Financial support: INCO-DEV: IMMUNAQUA ICA4-CT-2001-10023 and DI-PUCV 122.779/2004.

Keywords: antimicrobial peptides, biochemical characterization, gill tissues, in vitro activity, mussels.

Antimicrobial peptides are small-sized, cationic molecules able to neutralize pathogenic microorganisms through mechanisms directed related to the immune system of most organisms (http://www.bbcm.univ.trieste.it/~tossi/antimic.html; http://aps.unmc.edu/AP/main.php). We have obtained antimicrobial peptides from gill tissues of the mussel Mytilus edulis chilensis. Considering the chemical nature of these molecules we used an acid extraction procedure followed by consecutive cationic exchange and hydrophobic interaction chromatography steps for peptide enrichment. Active fractions were characterized by SDS-containing protein gel electrophoresis demonstrating that were particularly enriched with low molecular weight peptides displaying neutralizing growth activity against Gram positive and Gram negative bacteria as well as over fungal pathogens. Active fractions resulted to be thermostable and non cytotoxic to eukaryotic cells. Considering these results, industrial waste gills of bivalves arise as a new source for antimicrobial molecules.

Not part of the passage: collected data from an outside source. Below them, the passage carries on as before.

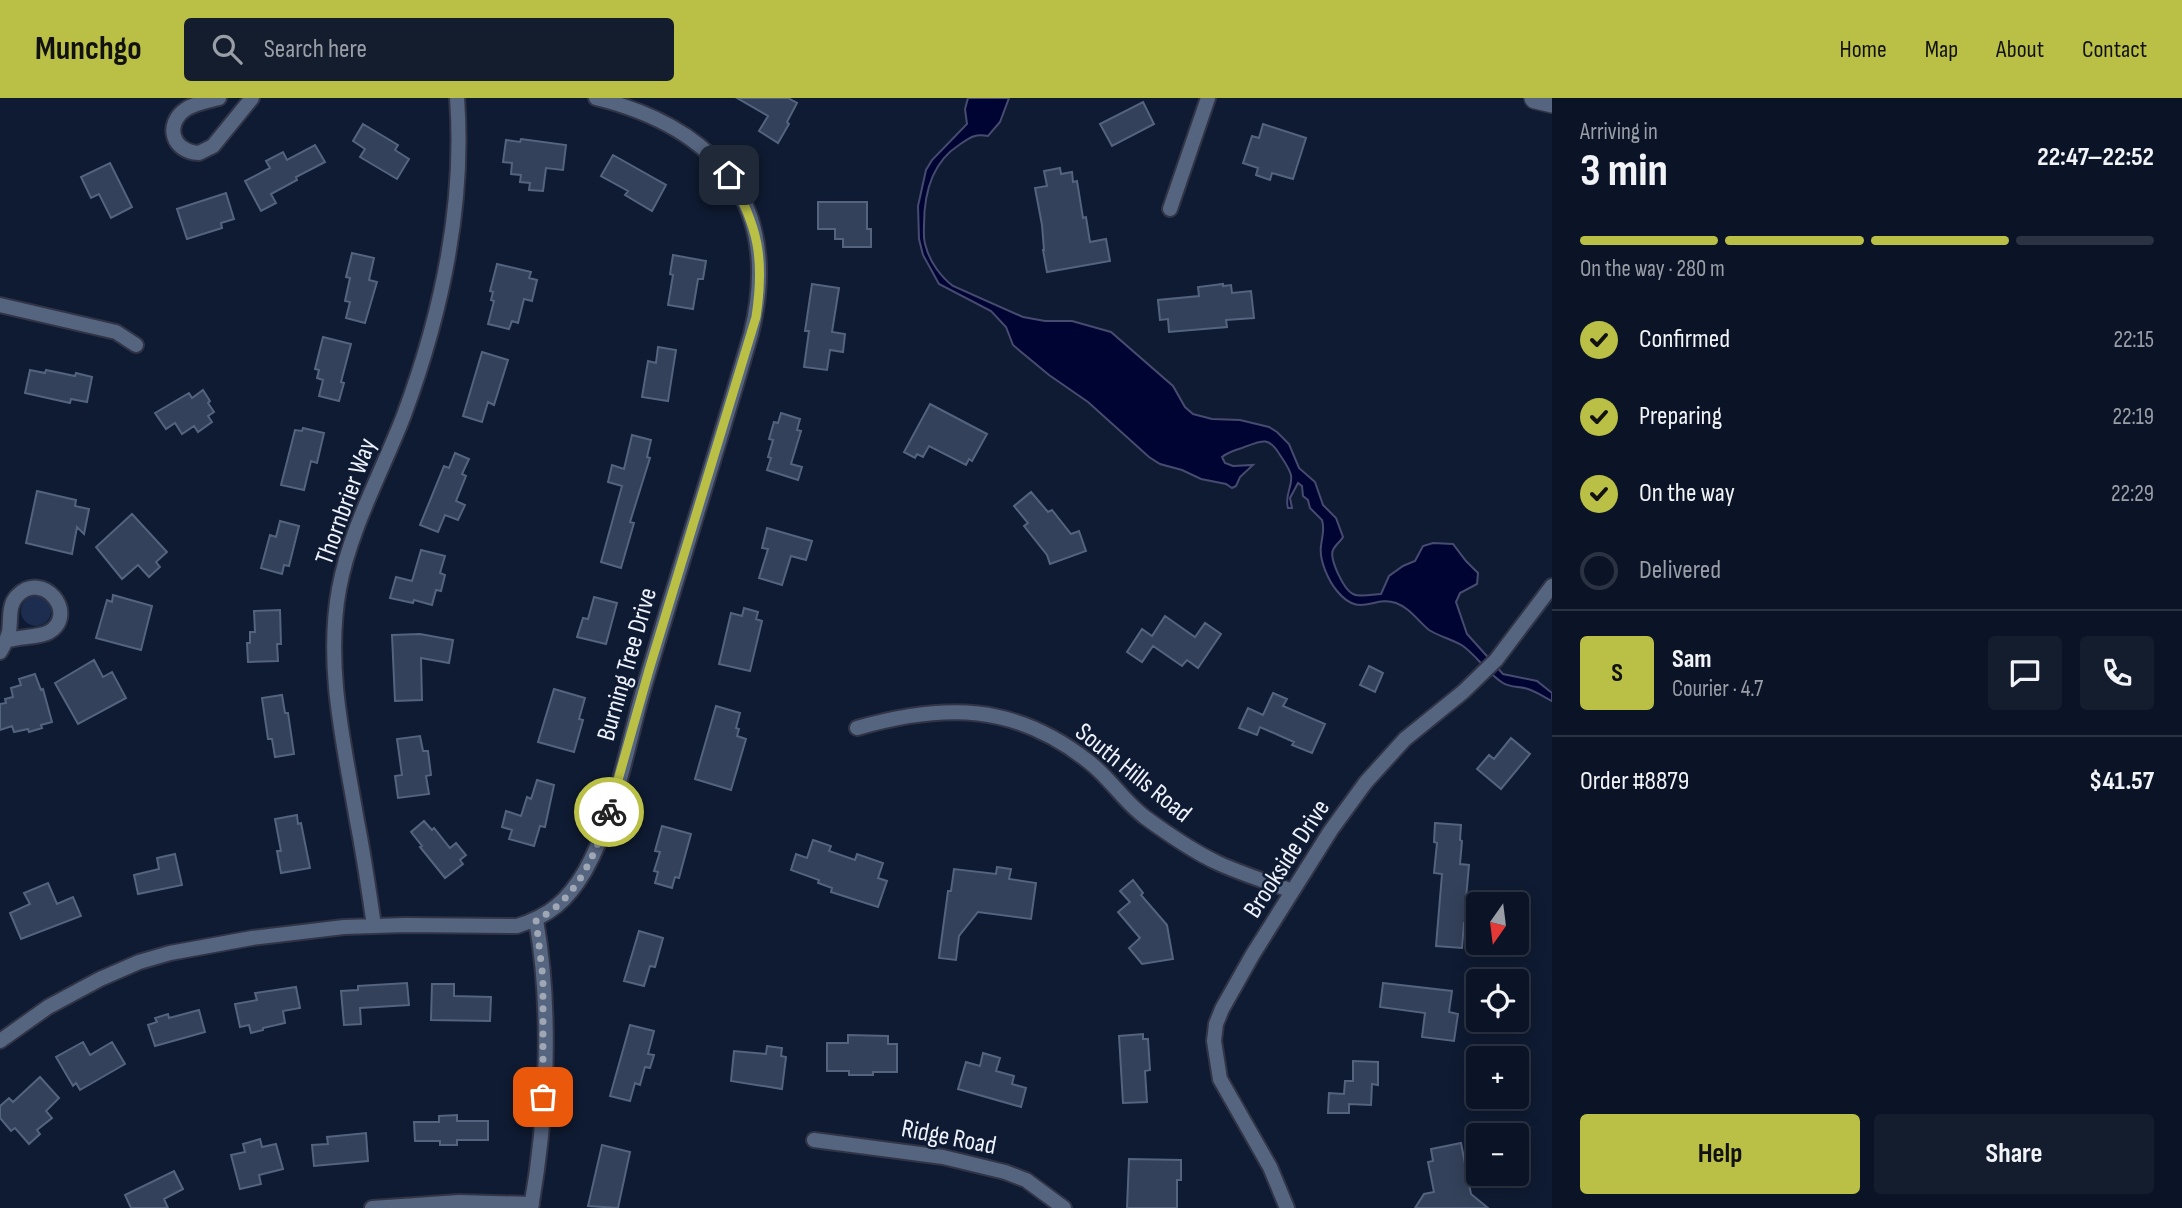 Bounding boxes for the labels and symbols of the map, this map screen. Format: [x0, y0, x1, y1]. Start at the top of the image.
pin [699, 145, 759, 205]
street label: Thornbrier Way [309, 434, 384, 569]
street label: Burning Tree Drive [591, 584, 664, 744]
street label: South Hills Road [1069, 717, 1197, 829]
courier [574, 777, 644, 847]
street label: Brookside Drive [1238, 794, 1337, 924]
north arrow [1466, 892, 1530, 956]
pin [513, 1067, 573, 1127]
street label: Ridge Road [899, 1113, 999, 1162]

Comparing the polypeptide profiles along the purification procedure, the 20% and 40% ACN eluted fractions from the hydrophobic interaction chromatography, are clearly enriched in low molecular weight peptides. Nonetheless, the content of the 20% fraction is the only one in which low molecular weight peptides are the prominent species observed. Notwithstanding the 40% fraction is also enriched, specific activity of the former drove our priority for its characterization.

All post Sep-Pak C-18 fractions were tested for antimicrobial activity over standard strains of bacteria (G+ and G-) as well as over selected fungi strains. In general, testing required 10 higher concentrations for bacteria than for fungi. For bacteria, the 20% ACN fraction was the most efficient with a minimal growth inhibition of 65% although inhibition over 75% was obtained over M. luteus and A. hydrophila. For fungi, both fractions 20% and 40% ACN were equally efficient, also with a minimal growth inhibition of 65%.

To evaluate another physicochemical parameter aliquots of the 20% ACN fraction were heated at either 50ºC or 100ºC for 30 or 60 min showing that this treatment did not affect the antimicrobial activity of these novel molecules.

Finally, to rule out cytotoxicity, samples from the 20% ACN fractions were exposed for 3 hrs to the fish cell line CHSE-214 with no effect over cell viability. 

Based upon our results and considering that mussel gills represent roughly 13% of the smooth body weight portion, we consider this tissue as a reasonable future source for new antimicrobial molecule isolation. If this is the case, this approach could be extended to other tissues, especially to those involving tissues discarded in the industrial processing of commercial marine invertebrates. Thus, we have demonstrated in this report that some slight modifications added to existing protocols broaden the range of extractable AMPs. Additionally we have foresee a potential use for byproducts in the aquaculture industry as a source for new pharmaceutical molecules. We are in the process of designing strategies to prove the feasibility of these alternatives.